# Help please! Tripping constantly on hook up?Hymer b654 2000W



## richyc (Feb 14, 2008)

I have just tried using hookup for the firsyt time in a couple of months and my RCD on the house is tripping as soon as I switch on the power.Im trying to charge my batteries.I have nothing switched on on the motorhome.Anyone have any idea where to start please?

Cheers


----------



## Chascass (May 10, 2007)

Have you checked your hook up cable is not damaged, and the plugs are ok.

Charlie


----------



## richyc (Feb 14, 2008)

Hi yes tried that thanks.Its wierd its worked for the last 10 months of ownership.
Its not tripping on the internal switches in the woardrobe.


----------



## justlooking (Jun 5, 2008)

Try tripping all the switches in the wardrobe , then pluggin in 

That should tell you if the fault is before or after the van Connection .


----------



## clive1821 (Mar 27, 2010)

The reason for the triping of the RCD is that you have a leekage fault between the live, netural to earth, you would need some test equipment to icolate the fault, may even be the charger, its a matter of icolating each mains cable to find which cable inside the motorhome is causing the problem...


----------



## rayrecrok (Nov 21, 2008)

Hi.

It sounds as if you have a wire adrift in one of your plugs, have you checked them and they are in the right position?. 

Have you tried something else a lamp or such in the socket in your house to make sure thats OK.

Or do you have a spare lead to try instead of the one you are using?


----------



## Chausson (Oct 17, 2006)

Hi
I had this issue a couple of months ago, I traced it down to the fridge freezer, I disconnected the above and all was ok it worked out to be moisture in the fridge system after a few days on gas it worked fine.
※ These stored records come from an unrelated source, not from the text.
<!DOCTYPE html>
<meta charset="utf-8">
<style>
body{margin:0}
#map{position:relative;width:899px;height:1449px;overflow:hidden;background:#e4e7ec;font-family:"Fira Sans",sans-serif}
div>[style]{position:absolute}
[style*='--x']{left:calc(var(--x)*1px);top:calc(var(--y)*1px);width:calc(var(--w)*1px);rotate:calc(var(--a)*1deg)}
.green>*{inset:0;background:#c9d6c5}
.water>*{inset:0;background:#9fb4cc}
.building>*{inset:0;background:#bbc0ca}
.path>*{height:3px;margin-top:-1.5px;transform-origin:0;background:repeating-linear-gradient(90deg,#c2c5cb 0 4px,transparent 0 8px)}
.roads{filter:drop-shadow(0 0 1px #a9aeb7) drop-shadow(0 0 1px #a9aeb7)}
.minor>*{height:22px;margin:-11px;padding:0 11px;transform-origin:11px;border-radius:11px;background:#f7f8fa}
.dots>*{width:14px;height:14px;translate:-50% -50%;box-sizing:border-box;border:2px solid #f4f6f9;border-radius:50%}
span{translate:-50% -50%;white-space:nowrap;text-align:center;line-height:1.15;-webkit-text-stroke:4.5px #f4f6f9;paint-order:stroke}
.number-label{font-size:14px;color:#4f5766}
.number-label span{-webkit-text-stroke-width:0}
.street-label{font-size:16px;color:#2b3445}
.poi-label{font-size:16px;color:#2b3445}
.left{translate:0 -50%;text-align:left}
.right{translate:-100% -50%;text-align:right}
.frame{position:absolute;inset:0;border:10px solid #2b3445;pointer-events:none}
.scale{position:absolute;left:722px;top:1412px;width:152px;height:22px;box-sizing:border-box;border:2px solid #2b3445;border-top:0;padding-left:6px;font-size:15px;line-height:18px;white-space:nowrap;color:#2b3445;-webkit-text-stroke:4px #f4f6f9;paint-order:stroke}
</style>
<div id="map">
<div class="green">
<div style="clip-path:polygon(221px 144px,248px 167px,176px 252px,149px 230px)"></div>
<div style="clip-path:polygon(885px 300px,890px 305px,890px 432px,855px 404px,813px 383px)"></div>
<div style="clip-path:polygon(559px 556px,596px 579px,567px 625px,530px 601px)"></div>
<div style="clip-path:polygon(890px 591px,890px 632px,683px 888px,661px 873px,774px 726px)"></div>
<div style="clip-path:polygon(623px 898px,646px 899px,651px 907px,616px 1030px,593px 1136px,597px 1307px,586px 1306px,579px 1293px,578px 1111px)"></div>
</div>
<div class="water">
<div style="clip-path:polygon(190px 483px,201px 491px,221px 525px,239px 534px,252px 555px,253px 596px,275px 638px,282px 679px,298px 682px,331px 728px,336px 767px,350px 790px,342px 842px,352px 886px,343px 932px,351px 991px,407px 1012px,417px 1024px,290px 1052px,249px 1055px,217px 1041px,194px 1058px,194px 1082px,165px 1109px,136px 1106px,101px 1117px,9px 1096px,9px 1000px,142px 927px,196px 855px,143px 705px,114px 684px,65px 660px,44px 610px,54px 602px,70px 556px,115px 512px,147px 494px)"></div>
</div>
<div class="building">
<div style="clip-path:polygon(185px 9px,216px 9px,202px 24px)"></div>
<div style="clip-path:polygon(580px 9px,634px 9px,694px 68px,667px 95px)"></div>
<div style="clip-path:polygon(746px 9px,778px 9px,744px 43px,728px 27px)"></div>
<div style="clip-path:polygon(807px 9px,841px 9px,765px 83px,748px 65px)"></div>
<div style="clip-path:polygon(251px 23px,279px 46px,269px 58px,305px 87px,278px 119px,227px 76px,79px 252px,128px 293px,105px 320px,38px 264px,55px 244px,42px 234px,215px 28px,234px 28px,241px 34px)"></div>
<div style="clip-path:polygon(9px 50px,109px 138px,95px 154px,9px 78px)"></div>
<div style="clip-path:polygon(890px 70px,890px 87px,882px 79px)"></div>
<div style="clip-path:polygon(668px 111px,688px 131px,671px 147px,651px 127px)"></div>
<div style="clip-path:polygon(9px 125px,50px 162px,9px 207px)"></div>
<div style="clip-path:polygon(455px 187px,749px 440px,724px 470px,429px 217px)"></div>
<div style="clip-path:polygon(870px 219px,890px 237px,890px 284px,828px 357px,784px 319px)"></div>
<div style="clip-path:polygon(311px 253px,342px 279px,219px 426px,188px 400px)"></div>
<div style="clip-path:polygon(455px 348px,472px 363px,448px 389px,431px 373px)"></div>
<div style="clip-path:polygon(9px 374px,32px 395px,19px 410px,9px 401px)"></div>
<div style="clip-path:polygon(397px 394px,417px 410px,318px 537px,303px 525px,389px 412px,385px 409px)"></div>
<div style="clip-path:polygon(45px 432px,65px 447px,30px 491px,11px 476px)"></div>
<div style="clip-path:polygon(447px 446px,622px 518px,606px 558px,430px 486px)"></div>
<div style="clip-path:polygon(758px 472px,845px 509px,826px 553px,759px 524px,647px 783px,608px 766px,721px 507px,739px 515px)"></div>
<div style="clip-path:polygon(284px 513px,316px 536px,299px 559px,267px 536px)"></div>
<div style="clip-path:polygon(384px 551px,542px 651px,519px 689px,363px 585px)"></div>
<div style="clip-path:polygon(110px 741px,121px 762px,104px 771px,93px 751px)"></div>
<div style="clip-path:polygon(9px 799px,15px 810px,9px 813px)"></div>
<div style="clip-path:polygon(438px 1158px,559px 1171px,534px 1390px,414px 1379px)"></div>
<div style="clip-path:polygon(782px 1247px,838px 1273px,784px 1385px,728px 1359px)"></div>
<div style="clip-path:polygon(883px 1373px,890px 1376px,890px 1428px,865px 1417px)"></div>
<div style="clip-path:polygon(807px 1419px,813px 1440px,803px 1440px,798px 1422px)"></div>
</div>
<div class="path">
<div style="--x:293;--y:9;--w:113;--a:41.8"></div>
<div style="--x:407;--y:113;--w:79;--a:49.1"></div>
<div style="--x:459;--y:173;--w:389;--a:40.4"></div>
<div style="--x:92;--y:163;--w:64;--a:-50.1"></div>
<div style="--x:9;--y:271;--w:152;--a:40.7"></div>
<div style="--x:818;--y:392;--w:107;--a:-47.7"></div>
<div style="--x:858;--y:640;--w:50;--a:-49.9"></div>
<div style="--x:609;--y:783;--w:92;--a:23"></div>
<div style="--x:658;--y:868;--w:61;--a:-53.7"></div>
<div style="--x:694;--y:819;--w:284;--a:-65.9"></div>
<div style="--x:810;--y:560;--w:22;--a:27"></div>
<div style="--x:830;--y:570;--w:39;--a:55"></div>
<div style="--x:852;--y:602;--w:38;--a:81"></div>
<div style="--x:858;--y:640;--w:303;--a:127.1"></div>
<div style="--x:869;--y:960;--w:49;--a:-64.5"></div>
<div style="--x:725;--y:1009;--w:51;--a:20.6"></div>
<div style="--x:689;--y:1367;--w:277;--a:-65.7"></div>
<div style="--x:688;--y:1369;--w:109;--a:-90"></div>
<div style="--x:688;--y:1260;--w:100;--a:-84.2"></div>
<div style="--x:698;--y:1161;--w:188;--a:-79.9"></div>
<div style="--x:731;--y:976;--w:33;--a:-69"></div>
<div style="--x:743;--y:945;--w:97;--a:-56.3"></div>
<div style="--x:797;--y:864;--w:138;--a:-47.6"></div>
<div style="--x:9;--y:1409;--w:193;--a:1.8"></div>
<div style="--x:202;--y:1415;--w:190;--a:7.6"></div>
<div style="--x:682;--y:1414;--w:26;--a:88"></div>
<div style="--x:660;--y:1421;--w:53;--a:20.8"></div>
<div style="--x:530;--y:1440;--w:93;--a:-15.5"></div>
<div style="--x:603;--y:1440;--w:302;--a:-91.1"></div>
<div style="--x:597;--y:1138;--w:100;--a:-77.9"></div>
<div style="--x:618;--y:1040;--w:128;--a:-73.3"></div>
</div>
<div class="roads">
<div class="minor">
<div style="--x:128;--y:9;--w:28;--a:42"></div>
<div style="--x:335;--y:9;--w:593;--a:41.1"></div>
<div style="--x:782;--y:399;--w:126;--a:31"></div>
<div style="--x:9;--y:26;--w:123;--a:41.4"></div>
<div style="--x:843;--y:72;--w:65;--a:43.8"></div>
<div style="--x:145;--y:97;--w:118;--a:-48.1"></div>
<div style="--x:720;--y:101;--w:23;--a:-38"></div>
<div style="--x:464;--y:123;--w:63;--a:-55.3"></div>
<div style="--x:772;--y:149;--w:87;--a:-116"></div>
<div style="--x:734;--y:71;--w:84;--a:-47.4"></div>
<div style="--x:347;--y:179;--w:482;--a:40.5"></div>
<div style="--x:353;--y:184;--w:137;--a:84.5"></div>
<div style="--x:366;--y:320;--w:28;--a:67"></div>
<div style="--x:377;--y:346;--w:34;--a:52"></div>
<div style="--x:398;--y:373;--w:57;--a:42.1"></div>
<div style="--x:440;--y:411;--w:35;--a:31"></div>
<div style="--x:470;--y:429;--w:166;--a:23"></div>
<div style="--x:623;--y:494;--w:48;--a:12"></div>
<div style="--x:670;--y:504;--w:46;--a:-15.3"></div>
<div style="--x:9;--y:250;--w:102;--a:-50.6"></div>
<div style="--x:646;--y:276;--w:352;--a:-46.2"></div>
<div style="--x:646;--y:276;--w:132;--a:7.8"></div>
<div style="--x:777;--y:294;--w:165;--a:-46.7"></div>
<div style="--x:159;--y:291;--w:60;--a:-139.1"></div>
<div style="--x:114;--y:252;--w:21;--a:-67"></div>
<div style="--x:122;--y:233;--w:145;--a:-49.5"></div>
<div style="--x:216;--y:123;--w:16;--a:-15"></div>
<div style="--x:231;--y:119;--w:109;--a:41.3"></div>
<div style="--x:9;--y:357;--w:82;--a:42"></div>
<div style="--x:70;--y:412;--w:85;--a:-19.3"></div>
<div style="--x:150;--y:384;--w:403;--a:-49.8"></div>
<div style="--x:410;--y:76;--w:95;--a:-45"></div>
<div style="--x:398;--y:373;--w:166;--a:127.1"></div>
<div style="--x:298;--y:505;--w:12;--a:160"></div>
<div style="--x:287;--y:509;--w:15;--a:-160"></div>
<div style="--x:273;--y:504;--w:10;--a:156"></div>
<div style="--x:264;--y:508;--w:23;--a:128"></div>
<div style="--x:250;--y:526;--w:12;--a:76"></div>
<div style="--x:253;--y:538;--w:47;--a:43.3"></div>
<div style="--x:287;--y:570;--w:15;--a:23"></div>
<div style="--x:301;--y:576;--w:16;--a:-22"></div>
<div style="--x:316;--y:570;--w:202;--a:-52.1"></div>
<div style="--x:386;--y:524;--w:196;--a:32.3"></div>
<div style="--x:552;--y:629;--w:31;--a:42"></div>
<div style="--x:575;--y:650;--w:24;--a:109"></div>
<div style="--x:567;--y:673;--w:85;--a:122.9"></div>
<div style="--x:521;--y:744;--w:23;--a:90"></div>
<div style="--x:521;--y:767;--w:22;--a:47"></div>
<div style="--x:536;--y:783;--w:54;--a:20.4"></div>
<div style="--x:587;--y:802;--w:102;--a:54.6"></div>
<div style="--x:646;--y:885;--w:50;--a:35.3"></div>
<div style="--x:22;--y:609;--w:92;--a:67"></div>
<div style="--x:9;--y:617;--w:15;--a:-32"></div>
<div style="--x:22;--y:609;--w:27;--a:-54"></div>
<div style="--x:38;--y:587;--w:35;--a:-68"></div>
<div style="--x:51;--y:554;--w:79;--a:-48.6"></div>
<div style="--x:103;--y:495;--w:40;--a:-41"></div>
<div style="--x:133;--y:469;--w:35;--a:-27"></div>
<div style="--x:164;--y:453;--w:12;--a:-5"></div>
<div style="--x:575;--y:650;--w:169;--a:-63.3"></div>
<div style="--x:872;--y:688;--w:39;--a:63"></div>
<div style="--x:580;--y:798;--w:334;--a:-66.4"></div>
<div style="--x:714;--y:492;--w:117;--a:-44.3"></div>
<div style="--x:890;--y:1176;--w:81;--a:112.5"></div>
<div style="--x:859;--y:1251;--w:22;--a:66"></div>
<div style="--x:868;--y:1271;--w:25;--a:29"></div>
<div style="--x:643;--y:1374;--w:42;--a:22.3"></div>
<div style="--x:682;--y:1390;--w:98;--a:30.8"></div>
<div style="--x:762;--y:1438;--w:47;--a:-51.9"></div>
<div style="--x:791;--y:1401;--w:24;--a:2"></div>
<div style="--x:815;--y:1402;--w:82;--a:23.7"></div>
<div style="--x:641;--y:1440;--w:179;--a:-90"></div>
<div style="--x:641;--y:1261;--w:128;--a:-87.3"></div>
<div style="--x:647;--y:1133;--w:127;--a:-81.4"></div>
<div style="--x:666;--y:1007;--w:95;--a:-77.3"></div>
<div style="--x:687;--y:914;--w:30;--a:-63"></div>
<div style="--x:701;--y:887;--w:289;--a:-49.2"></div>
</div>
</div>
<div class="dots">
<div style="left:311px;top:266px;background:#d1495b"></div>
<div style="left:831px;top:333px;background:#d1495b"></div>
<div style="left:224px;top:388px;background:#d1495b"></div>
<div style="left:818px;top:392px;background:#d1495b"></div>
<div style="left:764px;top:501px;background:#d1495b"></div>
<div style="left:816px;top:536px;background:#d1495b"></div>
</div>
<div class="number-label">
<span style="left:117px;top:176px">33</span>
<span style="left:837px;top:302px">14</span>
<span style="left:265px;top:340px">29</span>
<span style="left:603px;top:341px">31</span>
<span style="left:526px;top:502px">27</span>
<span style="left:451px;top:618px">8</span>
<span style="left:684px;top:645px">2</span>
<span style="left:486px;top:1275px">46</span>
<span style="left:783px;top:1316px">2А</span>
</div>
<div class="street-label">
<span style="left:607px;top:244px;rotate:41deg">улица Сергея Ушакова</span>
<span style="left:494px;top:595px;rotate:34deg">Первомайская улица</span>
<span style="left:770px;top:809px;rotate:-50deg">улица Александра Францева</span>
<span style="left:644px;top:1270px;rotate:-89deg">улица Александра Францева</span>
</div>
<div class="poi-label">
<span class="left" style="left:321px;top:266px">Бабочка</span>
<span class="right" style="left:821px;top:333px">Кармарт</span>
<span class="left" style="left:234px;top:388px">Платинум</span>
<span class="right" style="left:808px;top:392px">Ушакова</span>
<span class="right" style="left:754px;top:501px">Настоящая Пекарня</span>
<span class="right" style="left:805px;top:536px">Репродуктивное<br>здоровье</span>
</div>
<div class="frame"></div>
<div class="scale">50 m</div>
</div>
So switch off you fridge and see if you have the same luck as I had.

Ron


----------



## quiraing (Feb 12, 2007)

Firstly you have to disconnect the cable from the Van and switch on. If the circuit breaker trips again then you simply have a wiring problem in your cable. If not, isolate the incoming mains to the van by switching off the primary mains switch. plug in and see what happens. If still ok you are looking at any appliance connected to the mains, isolate each in turn. Hope it's just the cable though.


----------



## richyc (Feb 14, 2008)

Chausson said:


> Hi
> I had this issue a couple of months ago, I traced it down to the fridge freezer, I disconnected the above and all was ok it worked out to be moisture in the fridge system after a few days on gas it worked fine. So switch off you fridge and see if you have the same luck as I had.
> 
> Ron


How did you disconnect it? Do you mean just turn it of at the switch?


----------



## kandsservices (Sep 5, 2010)

Have you checked your adapter that plugs in to the house socket had them play up before also check the socket your plugging into with a lamp or something like just to check the socket or rcd your plugged into.Then as previous posts hope this helps.


----------



## richyc (Feb 14, 2008)

Cheers everyone for your help.Ive tried some of the things above but not all so will try again in the morning when it gets light.

Rich


----------



## Chausson (Oct 17, 2006)

richyc said:


> Chausson said:
> 
> 
> > Hi
> ...


Hi 
If you can unplug the fridge so that there is no connection at all, then if it does not trip out then you will know it's possibly moisture as was mine, then put it on gas for a couple of days, plug it back into the socket, if it trips again then you need to start looking for the fault.

Ron


----------



## Bubblehead (Mar 5, 2007)

Hi

I had a same problem with our van. It was just after I had washed it and I eventually looked inside the grill at the back of the fridge on the outside of the van.

There is a 2 pin type plug in a socket which powers the fridge. I unplugged it to find water in the socket. Dried it out with a cloth and hairdryer, cured the problem.

I must confess that I wasn't clever enough to do this all by my self and made a total prat of calling our dealer (Premier) who hit the nail on the head at the first attempt.

Before this try plugging something (a lamp) in to your house socket then into the end of your EHU cable to make sure that the supply is OK

Andy


----------



## richyc (Feb 14, 2008)

Sorted this problem.Really strange though.RCD was constantly tripping on the house circuit board.I tried everything to try and stop it but no luck.Last resort tried plugging into a separate circuit with a plug in RCD everything works!Went back to plug into original circuit and everything now works and works everytime :? It appears that using another circuit has cleared the problem.


----------



## majvs (May 9, 2005)

This happened to me as well. We plugged the van into our house supply and turned on the fridge. Within a matter of seconds the house RCD tripped. I reset it and tried again. It did the same and kept doing it. Eventually I plugged in the generator and ran it for a while with the fridge on and all was well. When the fridge got down to temperature I was able to plug back into the house supply without ill effect. I assumed the extra drain on the house supply caused by the motorhome fridge was the cause. Not done it since.


----------